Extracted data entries

● ● ● ●

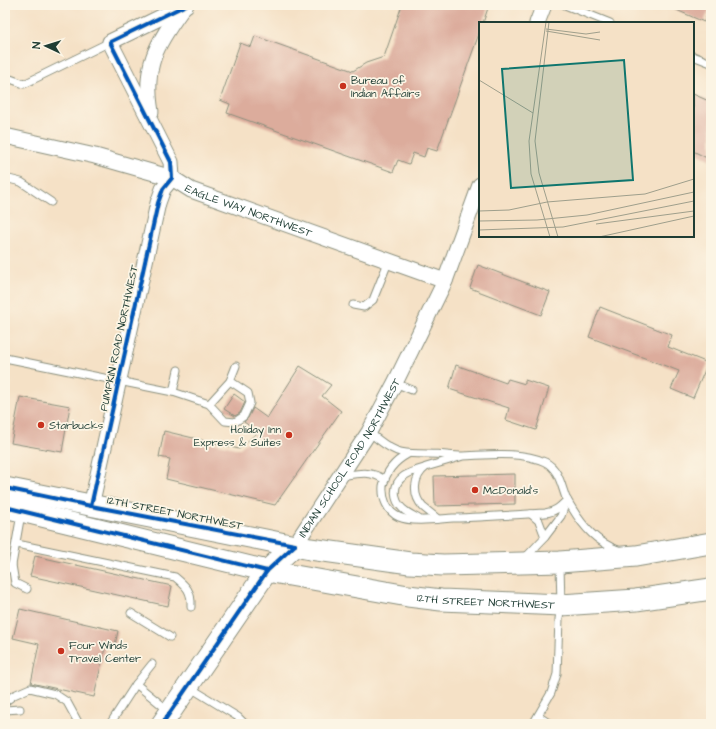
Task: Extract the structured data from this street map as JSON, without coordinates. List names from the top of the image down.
{
  "streets": {
    "main road": ["INDIAN SCHOOL ROAD NORTHWEST", "12TH STREET NORTHWEST"],
    "street": ["EAGLE WAY NORTHWEST", "PUMPKIN ROAD NORTHWEST"]
  },
  "crossings": [
    ["EAGLE WAY NORTHWEST", "PUMPKIN ROAD NORTHWEST"],
    ["EAGLE WAY NORTHWEST", "INDIAN SCHOOL ROAD NORTHWEST"],
    ["PUMPKIN ROAD NORTHWEST", "12TH STREET NORTHWEST"],
    ["INDIAN SCHOOL ROAD NORTHWEST", "12TH STREET NORTHWEST"]
  ],
  "places": [
    "Bureau of Indian Affairs",
    "Starbucks",
    "Holiday Inn Express & Suites",
    "McDonald's",
    "Four Winds Travel Center"
  ],
  "north": "left"
}
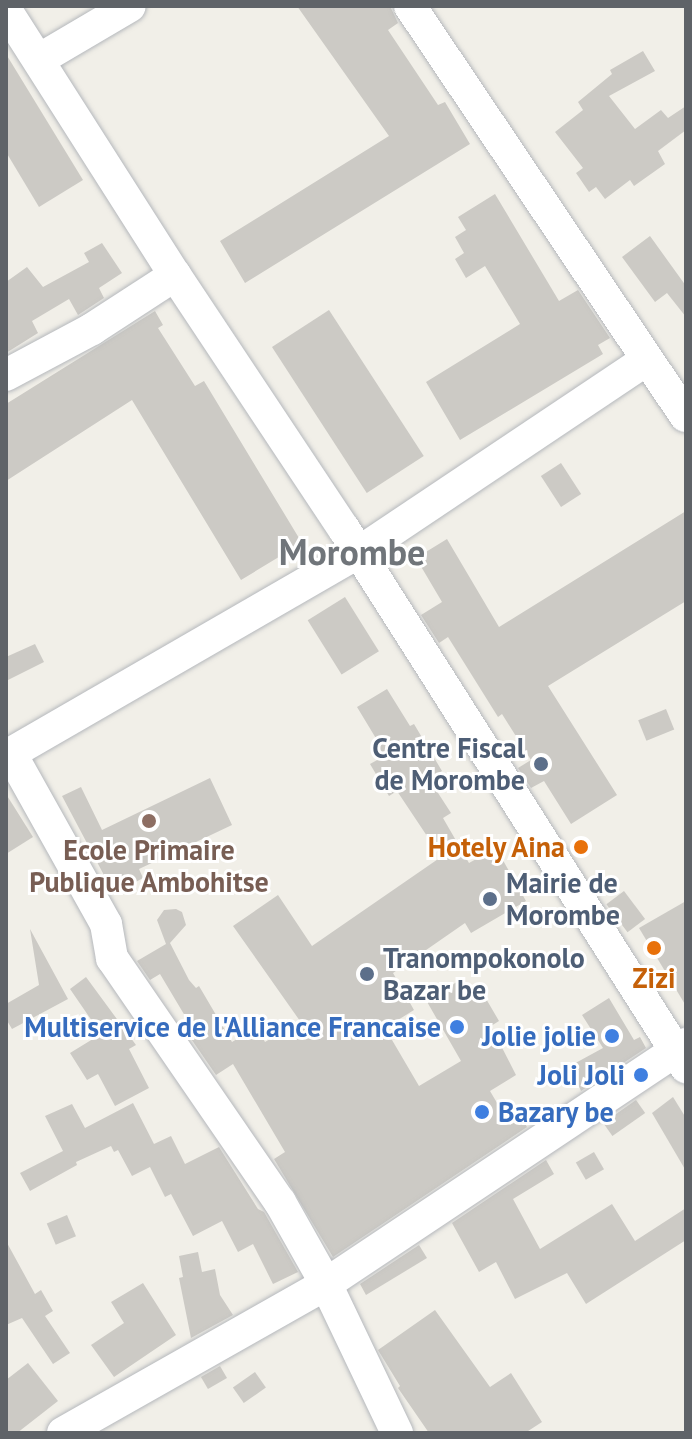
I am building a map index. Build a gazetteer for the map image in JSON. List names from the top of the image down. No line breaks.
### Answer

● ● ● ●

== Work request ==
Drop the images and quote the entries word for word.

== Output of the exercise ==
Task: Extract the structured data from this street map as JSON, without coordinates. List names from the top of the image down.
{
  "streets": {
    "main road": ["INDIAN SCHOOL ROAD NORTHWEST", "12TH STREET NORTHWEST"],
    "street": ["EAGLE WAY NORTHWEST", "PUMPKIN ROAD NORTHWEST"]
  },
  "crossings": [
    ["EAGLE WAY NORTHWEST", "PUMPKIN ROAD NORTHWEST"],
    ["EAGLE WAY NORTHWEST", "INDIAN SCHOOL ROAD NORTHWEST"],
    ["PUMPKIN ROAD NORTHWEST", "12TH STREET NORTHWEST"],
    ["INDIAN SCHOOL ROAD NORTHWEST", "12TH STREET NORTHWEST"]
  ],
  "places": [
    "Bureau of Indian Affairs",
    "Starbucks",
    "Holiday Inn Express & Suites",
    "McDonald's",
    "Four Winds Travel Center"
  ],
  "north": "left"
}
I am building a map index. Build a gazetteer for the map image in JSON. List names from the top of the image down. No line breaks.
### Answer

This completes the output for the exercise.